To be fair, Kahlo’s dark and personal portraits usually do outshine Rivera’s works, and not only within the walls of the AGO. “Frida & Diego” features many of the self-portraits that have made Kahlo a household name, including Self-Portraits with Monkeys (1943). The vibrant colours and jungle backdrop of the painting are all part of Kahlo’s signature style, which continues to claim an iconic place in pop culture to this day.
While Rivera’s work has taken a backseat to his wife’s art, “Frida & Diego” suggests that this was not always the case. Rivera was once the more renowned artist of the two, as famous for his murals as he was for his womanizing. The AGO’s exhibition opens with a room full of his cubist paintings. I was surprised to discover that these fragmented landscapes and still-life paintings were the product of a Mexican artist, although they were admittedly painted while Rivera lived in France. As I walked along the display of Rivera’s work, which is arranged according to medium, I became more aware of the variety of his paintings. “Frida & Diego” displays Rivera’s impressive mastery of a range of styles, and his body of work includes something to suit everyone’s tastes.

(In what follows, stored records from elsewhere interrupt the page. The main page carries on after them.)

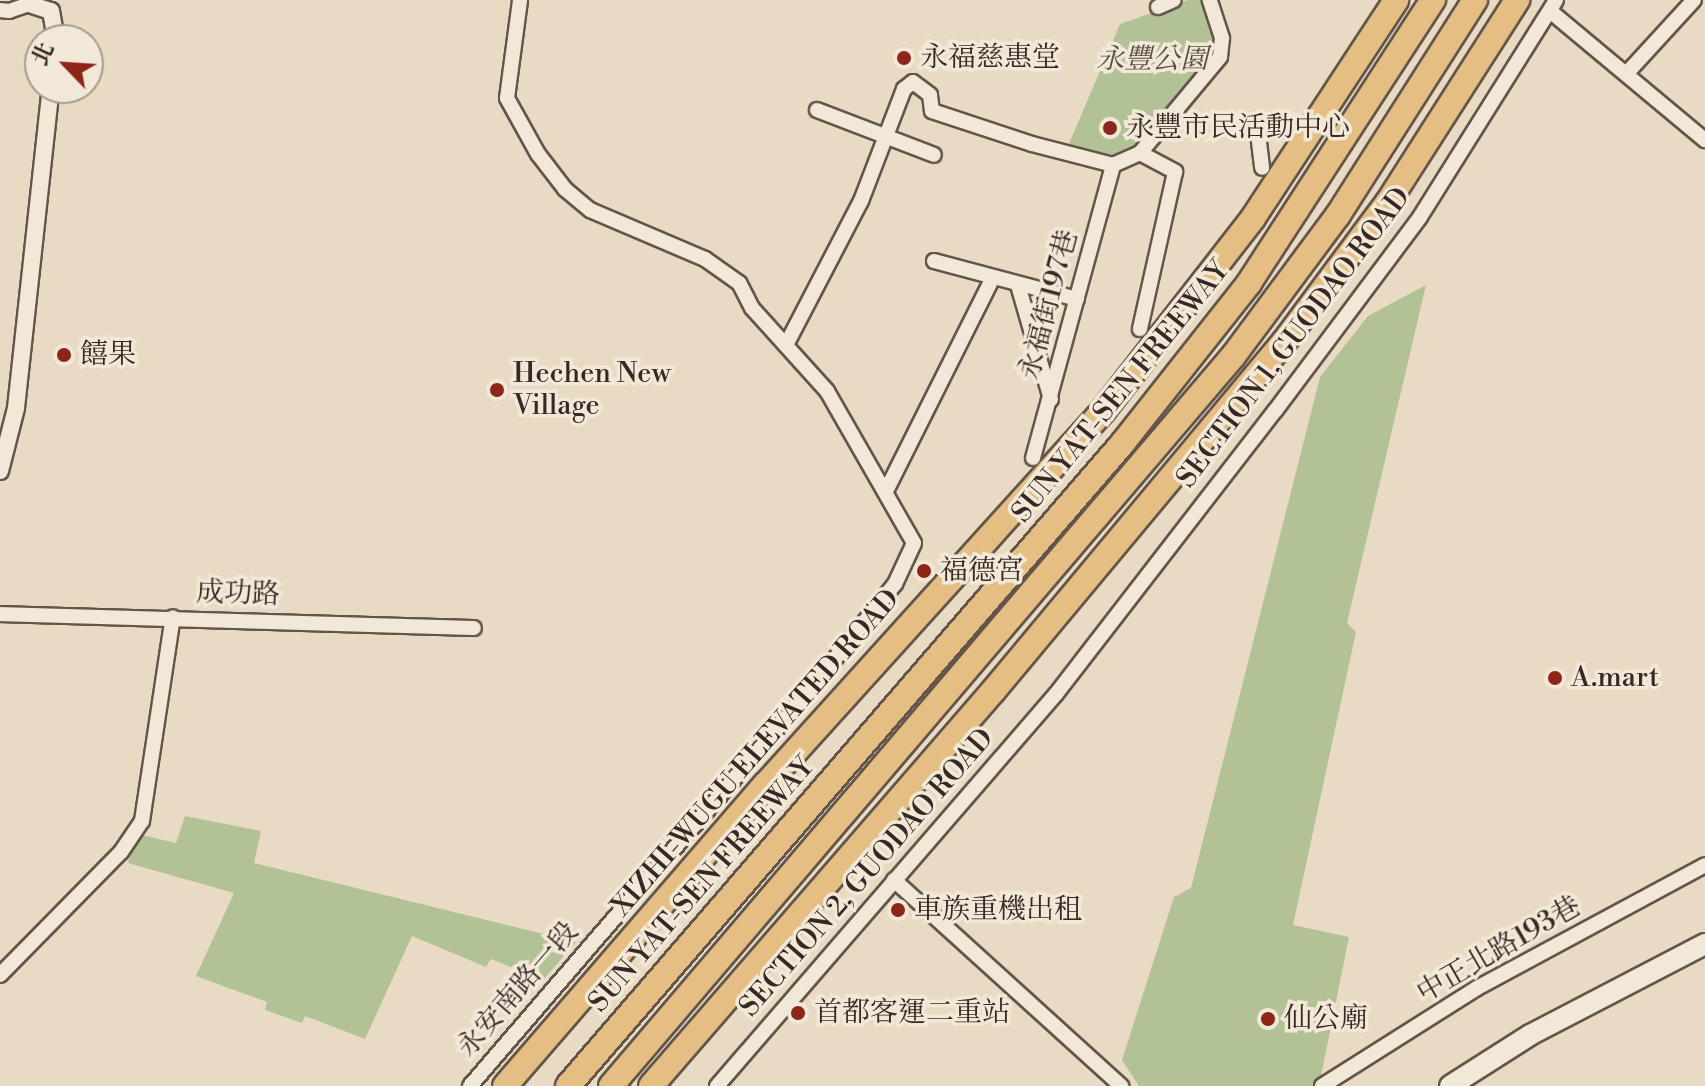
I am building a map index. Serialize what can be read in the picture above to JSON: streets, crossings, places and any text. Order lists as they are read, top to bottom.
{
  "streets": {
    "highway": ["SUN YAT-SEN FREEWAY", "XIZHI-WUGU ELEVATED ROAD"],
    "street": [
      "永福街197巷",
      "SECTION 1, GUODAO ROAD",
      "成功路",
      "SECTION 2, GUODAO ROAD",
      "中正北路193巷",
      "永安南路一段"
    ]
  },
  "crossings": [
    ["SECTION 1, GUODAO ROAD", "SECTION 2, GUODAO ROAD"]
  ],
  "parks": ["永豐公園"],
  "places": [
    "永福慈惠堂",
    "永豐市民活動中心",
    "饎果",
    "Hechen New Village",
    "福德宮",
    "A.mart",
    "車族重機出租",
    "首都客運二重站",
    "仙公廟"
  ],
  "north": "top left"
}
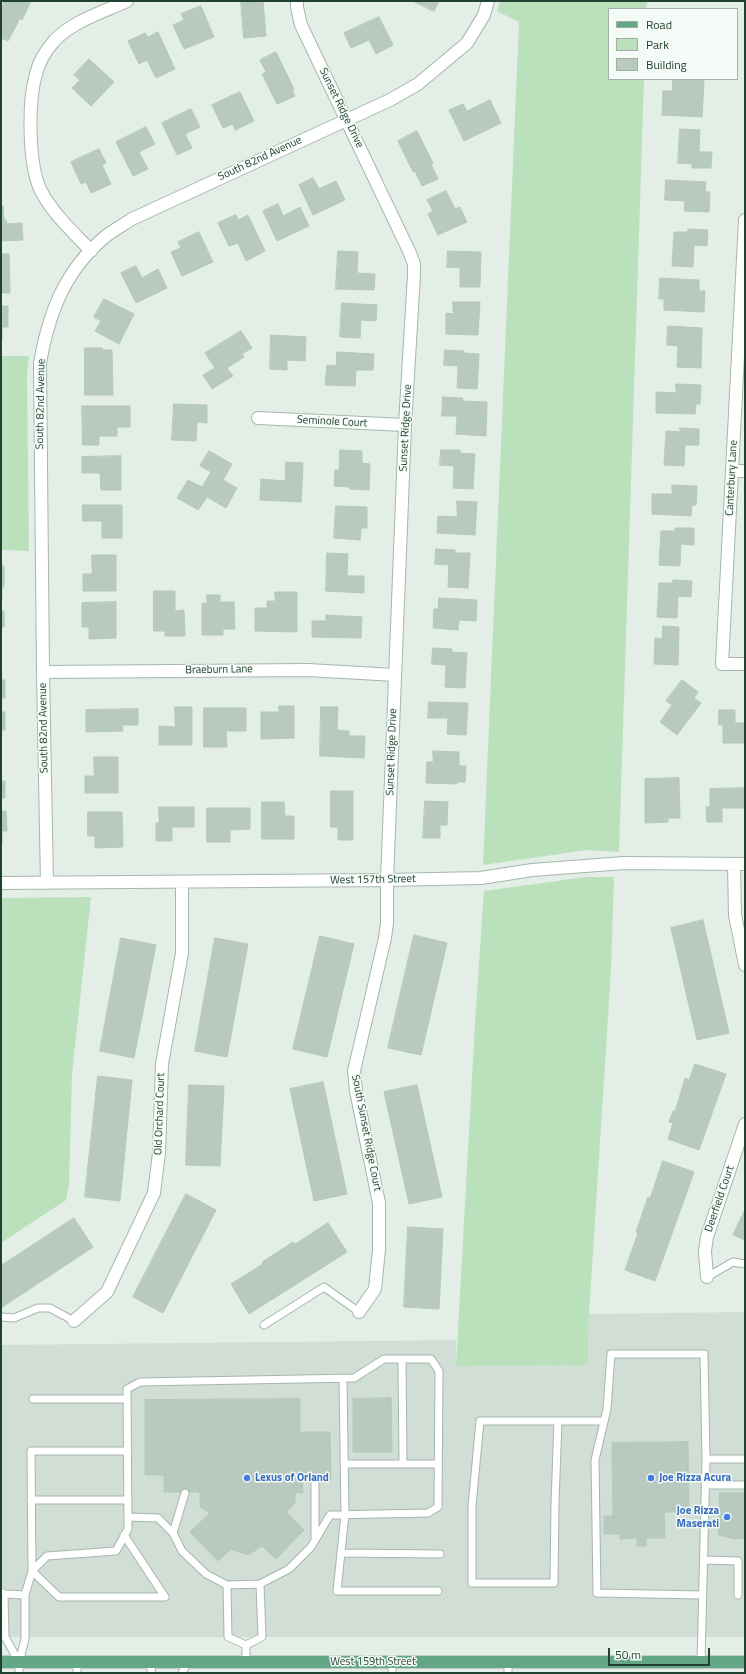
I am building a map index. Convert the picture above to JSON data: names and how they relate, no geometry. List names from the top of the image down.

As with many exhibitions at the AGO, “Frida & Diego” included an important interactive portion to the exhibit. Starting on October 24, visitors will have the opportunity to leave notes on an ofrenda — a traditional shrine that welcomes the dead — constructed by Mexican artist Carlomagno Pedro Martinez. This portion will be included in the final room of the exhibition, which features large papier-mâché figures of Kahlo and Rivera created by Toronto theatre group Shadowland.
Photography also plays a large part in the exhibition. Tuer notes that photography was “essential to the way Frida Kahlo created her persona.” Mid-way through the exhibition, there is an entire room dedicated to photography and video footage of Kahlo’s photo-shoots. Two walls feature black and white photography, while a third wall boasts coloured photographs taken by Kahlo’s lover and friend Nikolas Murray.
Most of the photographs in this portion of the exhibit are of Kahlo, and they evoke her colourful and virbant paintings. Yet a photograph by Bernard Silverstein, entitled Frida Paints Self-Portrait while Diego Watches (1940), suggests that while Kahlo’s work may have eclipsed that of her husband, their artistic lives were intricately intertwined. Perhaps, as Martinez (designer of the aforementioned ofrenda) has suggested, Rivera was a supporter of Kahlo’s art and her life source after her accident. With this in mind, it is appropriate that the work of these two artists are displayed together in this beautiful and provocative exhibit at the AGO.